_Action item_: In the copy, include every record below exactly as it appears, but no pictures.

_Stored items_:
________________

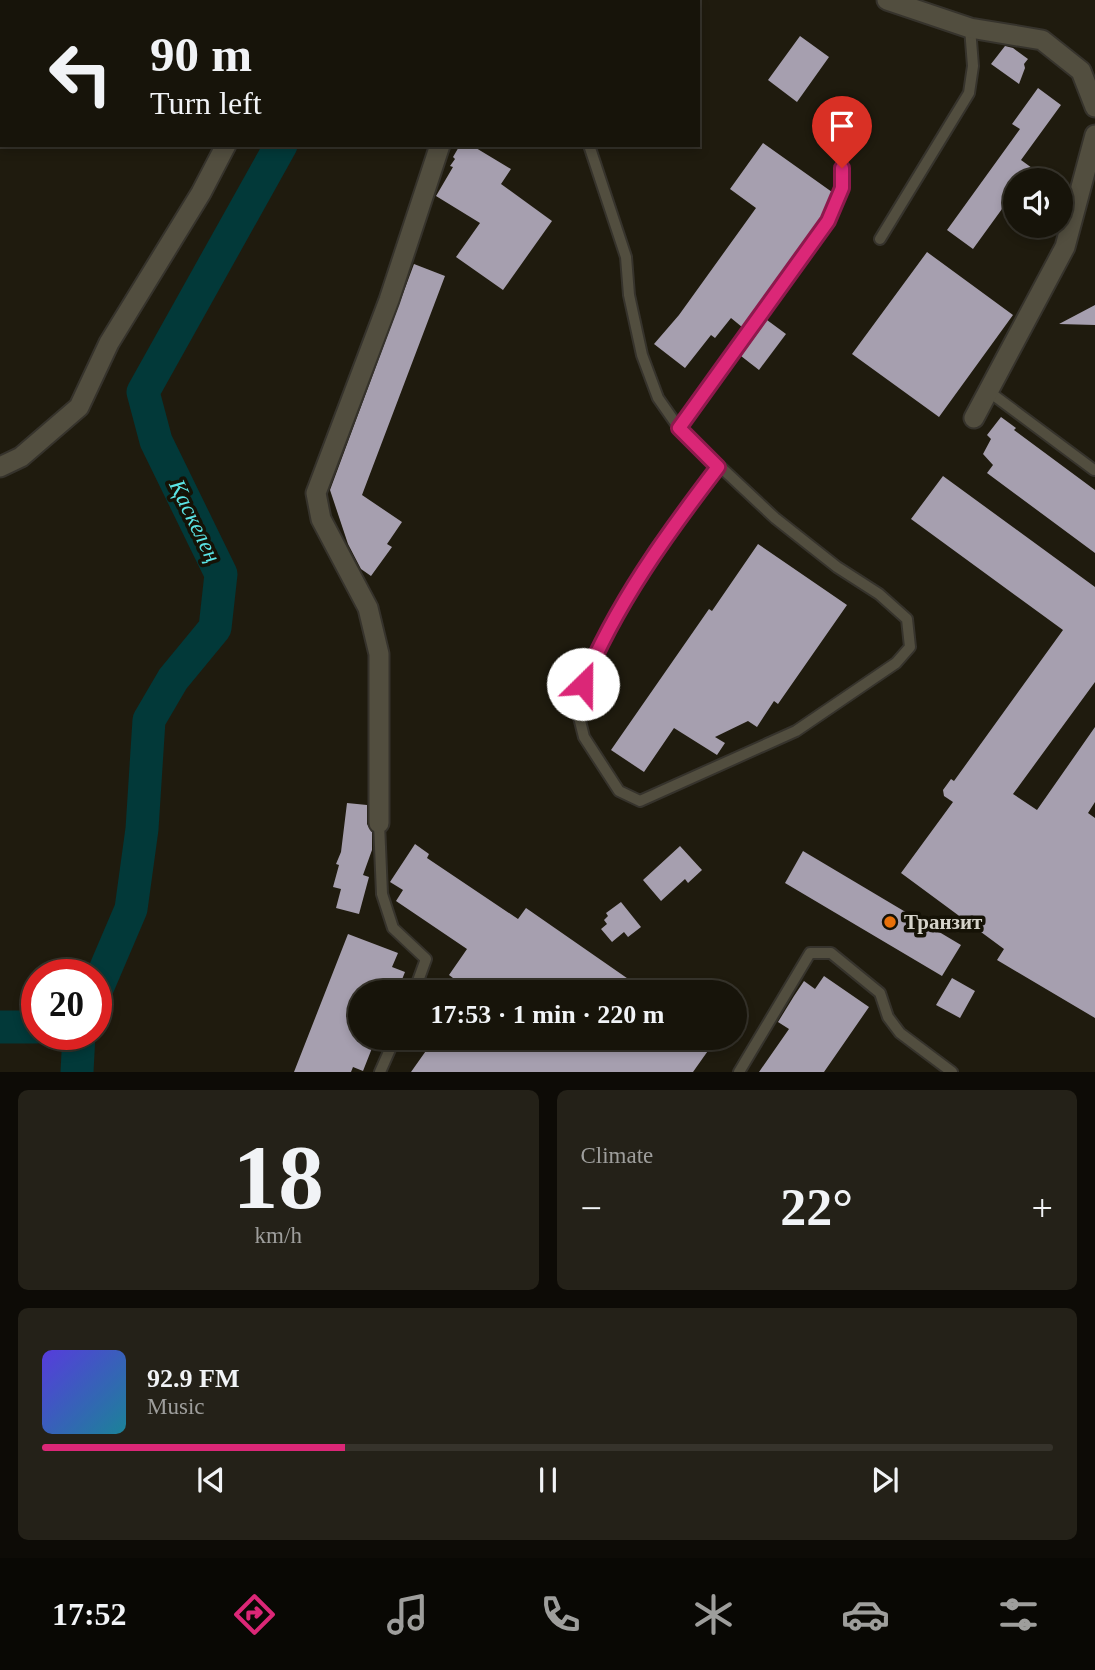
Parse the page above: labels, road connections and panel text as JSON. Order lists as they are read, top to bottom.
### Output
{
  "water": ["Қаскелең"],
  "places": ["Транзит"],
  "page": {
    "turn": ["90 m", "Turn left"],
    "limit": "20",
    "trip": "17:53 · 1 min · 220 m",
    "tile": [
      ["18", "km/h"],
      "Climate"
    ],
    "heat": ["−", "22°", "+"],
    "song": ["92.9 FM", "Music"],
    "tabs": "17:52"
  }
}
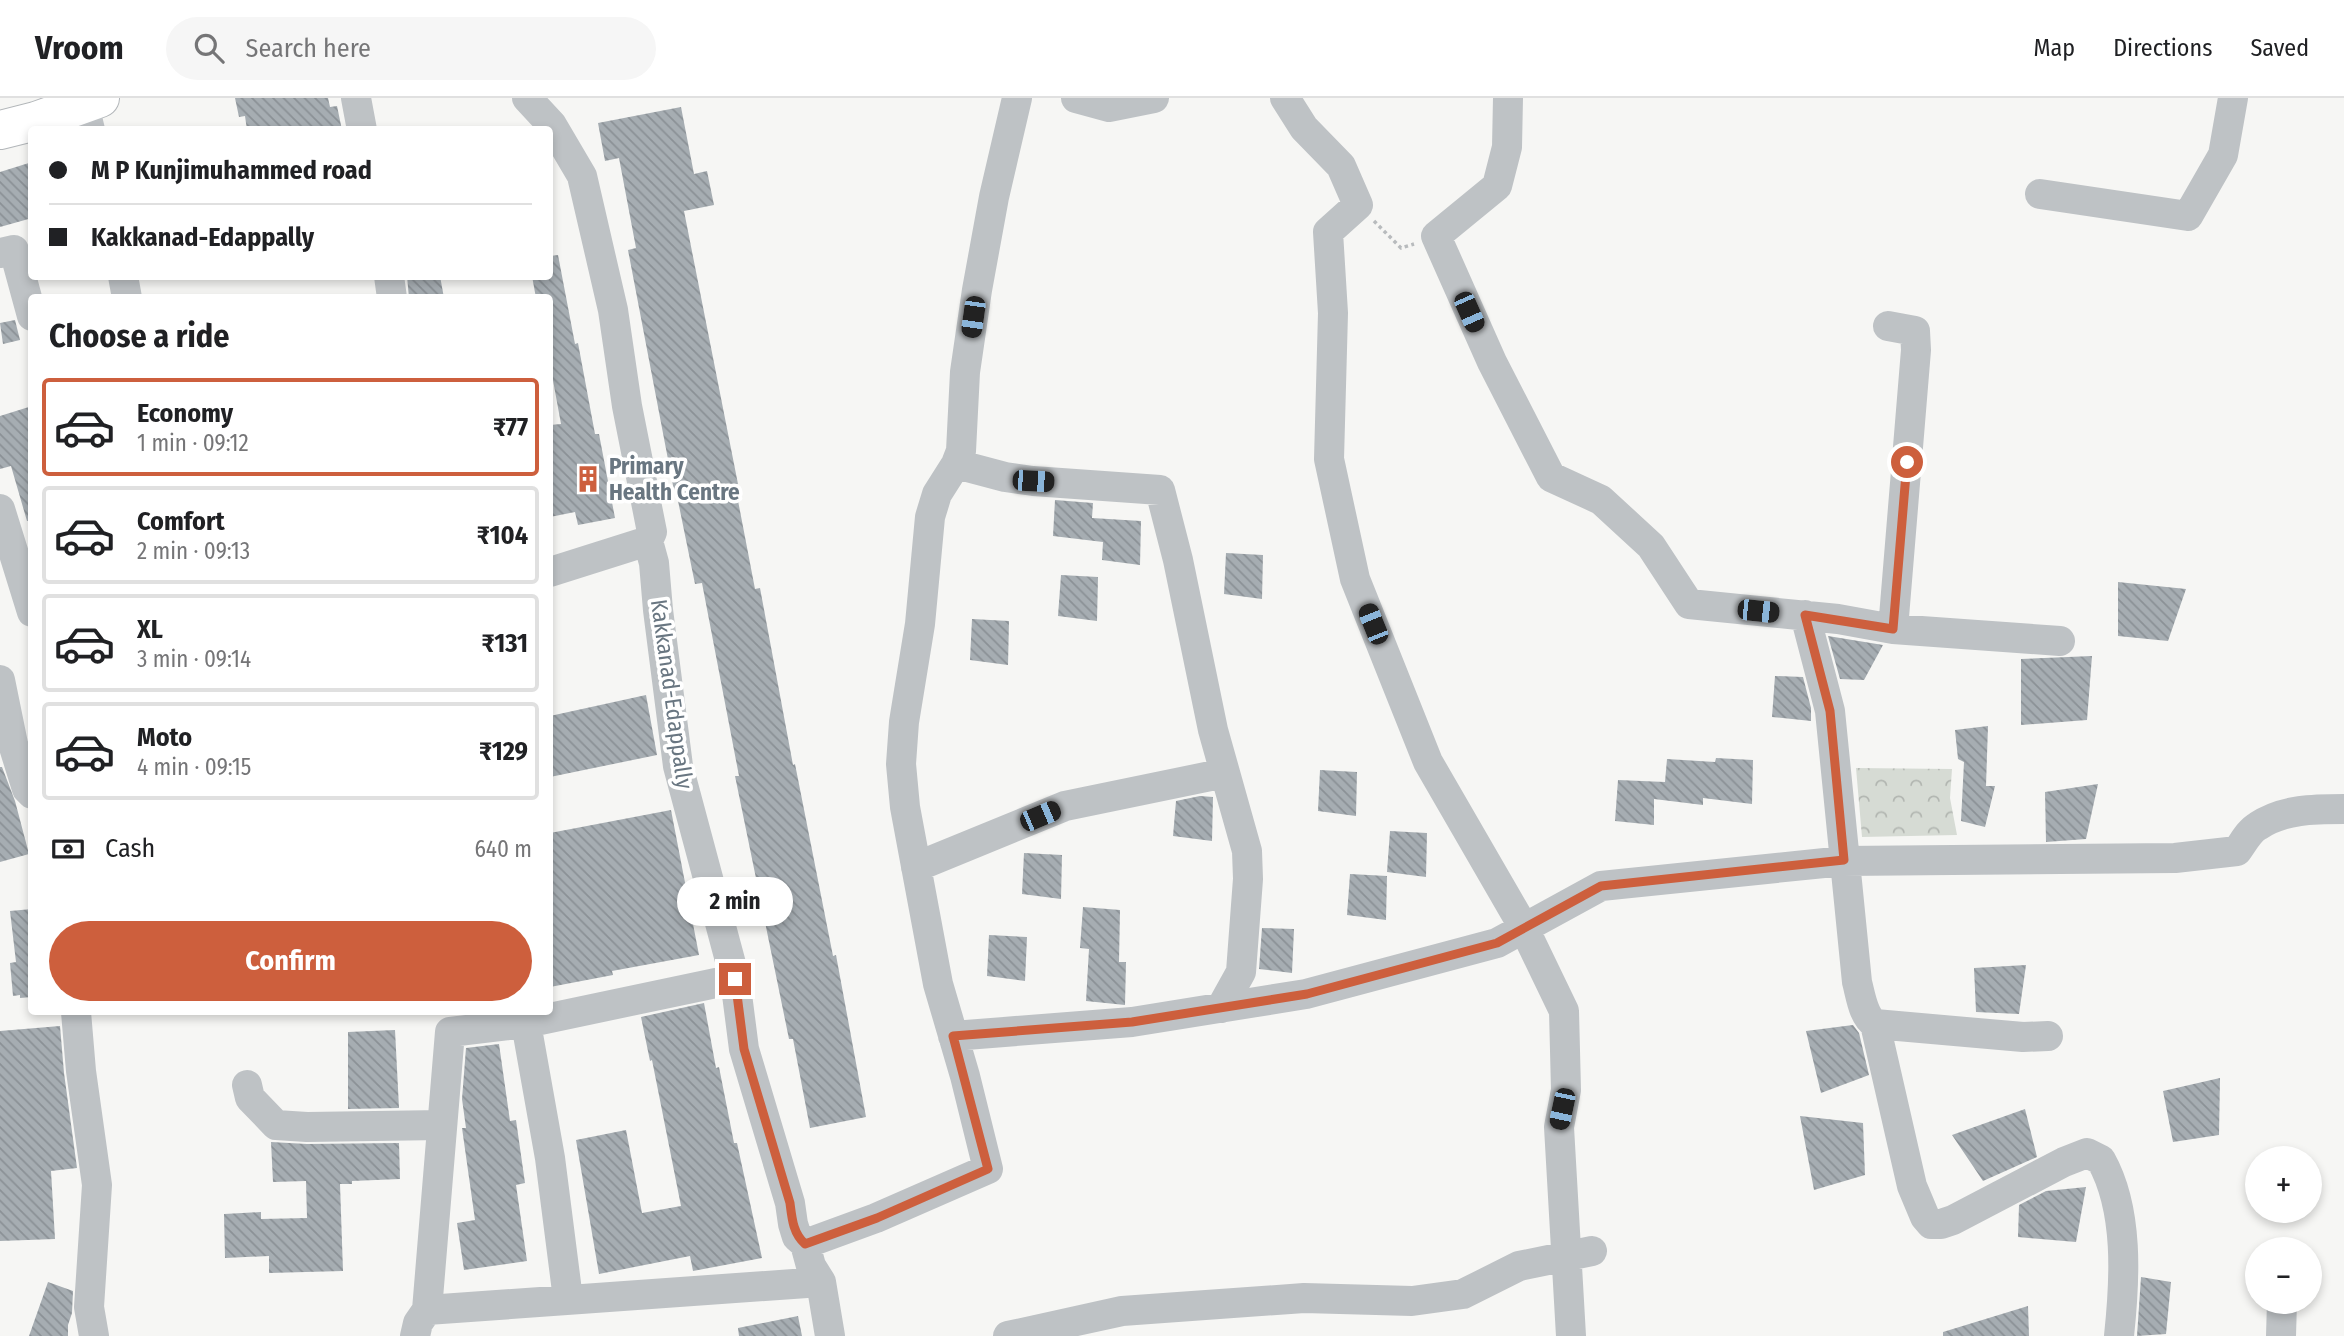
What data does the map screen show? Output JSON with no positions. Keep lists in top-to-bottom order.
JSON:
{
  "streets": {
    "street": ["Kakkanad-Edappally"]
  },
  "places": {
    "building": ["Primary Health Centre"]
  },
  "page": {
    "header": "Vroom",
    "search": "Search here",
    "nav": ["Map", "Directions", "Saved"],
    "banner": ["M P Kunjimuhammed road", "Kakkanad-Edappally"],
    "heading": "Choose a ride",
    "list": [
      {
        "name": "Economy",
        "note": "1 min · 09:12",
        "value": "₹77"
      },
      {
        "name": "Comfort",
        "note": "2 min · 09:13",
        "value": "₹104"
      },
      {
        "name": "XL",
        "note": "3 min · 09:14",
        "value": "₹131"
      },
      {
        "name": "Moto",
        "note": "4 min · 09:15",
        "value": "₹129"
      }
    ],
    "pay": ["Cash", "640 m"],
    "bubble": "2 min",
    "buttons": "Confirm",
    "map_buttons": ["+", "−"]
  }
}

________________

_Output of the exercise_:
Parse the page above: labels, road connections and panel text as JSON. Order lists as they are read, top to bottom.
### Output
{
  "water": ["Қаскелең"],
  "places": ["Транзит"],
  "page": {
    "turn": ["90 m", "Turn left"],
    "limit": "20",
    "trip": "17:53 · 1 min · 220 m",
    "tile": [
      ["18", "km/h"],
      "Climate"
    ],
    "heat": ["−", "22°", "+"],
    "song": ["92.9 FM", "Music"],
    "tabs": "17:52"
  }
}
What data does the map screen show? Output JSON with no positions. Keep lists in top-to-bottom order.
JSON:
{
  "streets": {
    "street": ["Kakkanad-Edappally"]
  },
  "places": {
    "building": ["Primary Health Centre"]
  },
  "page": {
    "header": "Vroom",
    "search": "Search here",
    "nav": ["Map", "Directions", "Saved"],
    "banner": ["M P Kunjimuhammed road", "Kakkanad-Edappally"],
    "heading": "Choose a ride",
    "list": [
      {
        "name": "Economy",
        "note": "1 min · 09:12",
        "value": "₹77"
      },
      {
        "name": "Comfort",
        "note": "2 min · 09:13",
        "value": "₹104"
      },
      {
        "name": "XL",
        "note": "3 min · 09:14",
        "value": "₹131"
      },
      {
        "name": "Moto",
        "note": "4 min · 09:15",
        "value": "₹129"
      }
    ],
    "pay": ["Cash", "640 m"],
    "bubble": "2 min",
    "buttons": "Confirm",
    "map_buttons": ["+", "−"]
  }
}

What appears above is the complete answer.